The Bulletin of the Atomic Scientists, a Chicago-based magazine founded by nuclear scientists shortly after the atomic bombings of Hiroshima and Nagasaki, has moved forward the time on its symbolic “Doomsday” clock. Created in 1947 to represent the relative closeness of the threat of nuclear disaster, the clock’s face has been adjusted twenty times since then and now also reflects developments in other technologies and the sciences that could “inflict irrevocable harm” on the human species.
In statements made yesterday, the publication’s Science and Security Board members and its director provided information about the clock’s adjustment.

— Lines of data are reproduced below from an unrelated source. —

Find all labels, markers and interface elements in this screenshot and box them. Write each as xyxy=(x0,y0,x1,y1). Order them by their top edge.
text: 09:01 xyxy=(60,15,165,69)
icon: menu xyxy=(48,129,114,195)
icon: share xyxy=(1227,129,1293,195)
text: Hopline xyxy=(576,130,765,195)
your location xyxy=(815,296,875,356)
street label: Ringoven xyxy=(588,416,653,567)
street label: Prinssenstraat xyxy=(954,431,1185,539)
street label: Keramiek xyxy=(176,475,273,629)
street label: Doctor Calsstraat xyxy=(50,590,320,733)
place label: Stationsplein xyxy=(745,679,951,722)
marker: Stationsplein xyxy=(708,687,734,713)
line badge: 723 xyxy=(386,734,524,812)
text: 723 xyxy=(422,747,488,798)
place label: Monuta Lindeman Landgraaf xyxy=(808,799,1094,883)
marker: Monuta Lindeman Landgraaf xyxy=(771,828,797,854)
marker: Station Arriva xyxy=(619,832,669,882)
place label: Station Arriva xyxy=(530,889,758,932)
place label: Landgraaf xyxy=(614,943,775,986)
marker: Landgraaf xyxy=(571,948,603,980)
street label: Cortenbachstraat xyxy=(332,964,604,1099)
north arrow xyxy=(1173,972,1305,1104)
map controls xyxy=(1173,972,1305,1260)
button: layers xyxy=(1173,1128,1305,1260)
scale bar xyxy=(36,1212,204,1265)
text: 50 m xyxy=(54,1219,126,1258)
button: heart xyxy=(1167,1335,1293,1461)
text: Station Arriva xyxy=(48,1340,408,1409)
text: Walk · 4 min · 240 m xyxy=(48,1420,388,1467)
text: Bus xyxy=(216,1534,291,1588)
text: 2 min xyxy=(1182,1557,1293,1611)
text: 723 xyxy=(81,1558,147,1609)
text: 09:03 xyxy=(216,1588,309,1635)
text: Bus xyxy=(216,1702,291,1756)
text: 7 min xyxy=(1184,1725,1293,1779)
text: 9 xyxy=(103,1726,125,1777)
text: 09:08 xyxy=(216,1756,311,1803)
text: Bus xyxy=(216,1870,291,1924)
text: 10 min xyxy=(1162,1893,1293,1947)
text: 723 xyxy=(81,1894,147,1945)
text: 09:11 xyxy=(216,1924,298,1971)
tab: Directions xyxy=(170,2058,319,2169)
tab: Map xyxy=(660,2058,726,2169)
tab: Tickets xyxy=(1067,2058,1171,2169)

Previously, the clock had been positioned at a setting of six minutes to midnight in Jan. 2010, when “it appeared that world leaders might address the truly global threats we face,” said board member Allison MacFarlene, an environmental science and policy professor at George Mason University in Virginia.
Lawrence Krauss, a theoretical physicist at Arizona State University and prominent science writer, cited “[i]naction on climate change and rising international tensions” as the reason for the clock’s movement, and said that world leaders are “failing to change business as usual.” The decision was made Jan. 9 at a symposium in a law firm building in Washington, D.C., wherein Science and Security Board members reviewed recent events with sponsors and scientific experts.
Originally set at 11:53, the clock moved as far as 11:58 in 1953, when the United States and the Soviet Union both tested thermonuclear devices. Following the avoidance of direct American-Soviet confrontation during the Suez Crisis, along with the organization of International Geophysical Year and the Pugwash Conferences, the BAS downgraded the threat in 1960. Both activities allowed American and Soviet scientists increased interaction, while the group also observed an increase in public understanding of nuclear threats.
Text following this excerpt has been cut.